• **Exercise objective**:
When you repeat the entries below, please keep them exact and leave out the pictures.

• **Supplied material**:
--- START ---

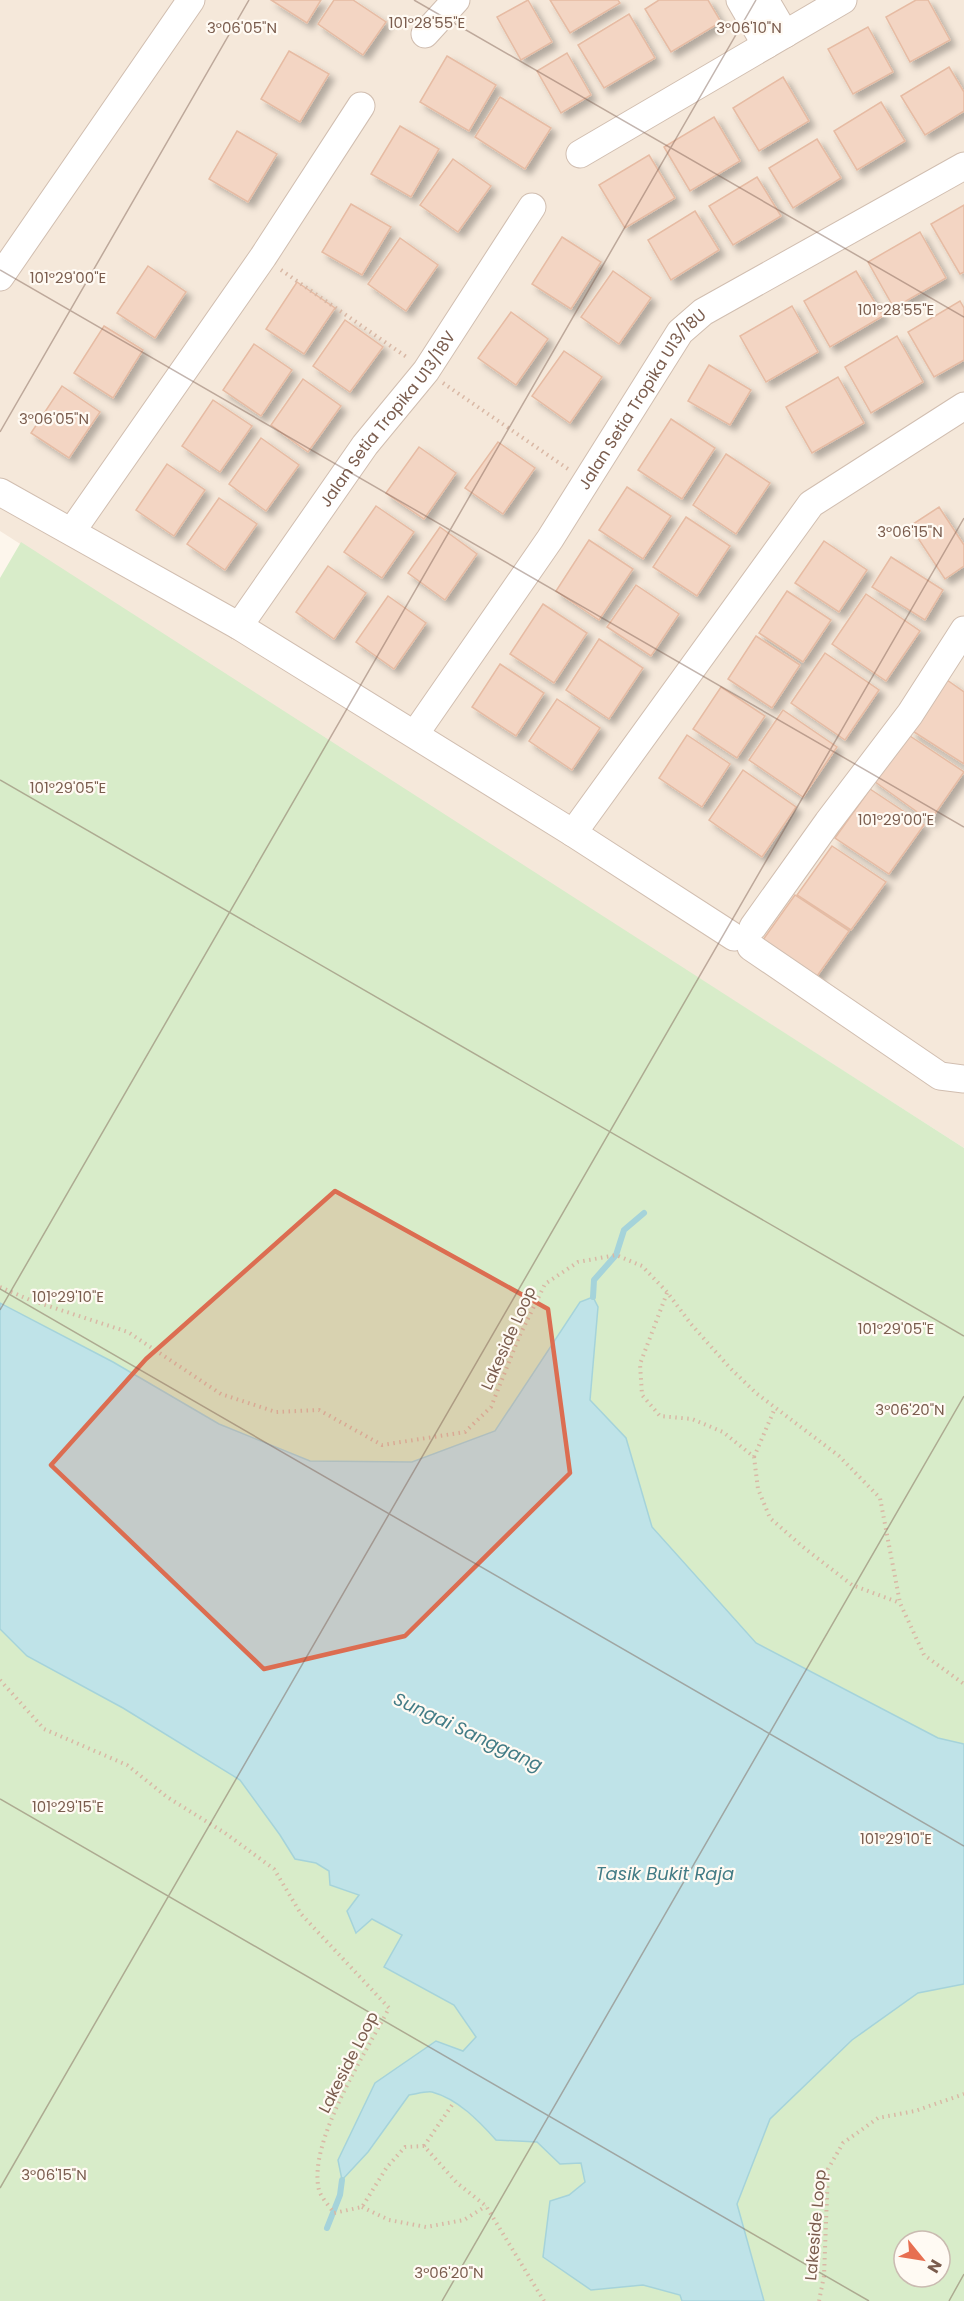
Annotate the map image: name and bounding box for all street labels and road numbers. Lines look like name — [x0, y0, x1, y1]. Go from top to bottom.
street label: Jalan Setia Tropika U13/18U — [573, 303, 711, 494]
street label: Jalan Setia Tropika U13/18V — [314, 326, 461, 512]
street label: Lakeside Loop — [475, 1282, 542, 1394]
street label: Lakeside Loop — [313, 2007, 384, 2117]
street label: Lakeside Loop — [799, 2168, 832, 2282]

--- END ---

• **Response box**:
Annotate the map image: name and bounding box for all street labels and road numbers. Lines look like name — [x0, y0, x1, y1]. Go from top to bottom.
street label: Jalan Setia Tropika U13/18U — [573, 303, 711, 494]
street label: Jalan Setia Tropika U13/18V — [314, 326, 461, 512]
street label: Lakeside Loop — [475, 1282, 542, 1394]
street label: Lakeside Loop — [313, 2007, 384, 2117]
street label: Lakeside Loop — [799, 2168, 832, 2282]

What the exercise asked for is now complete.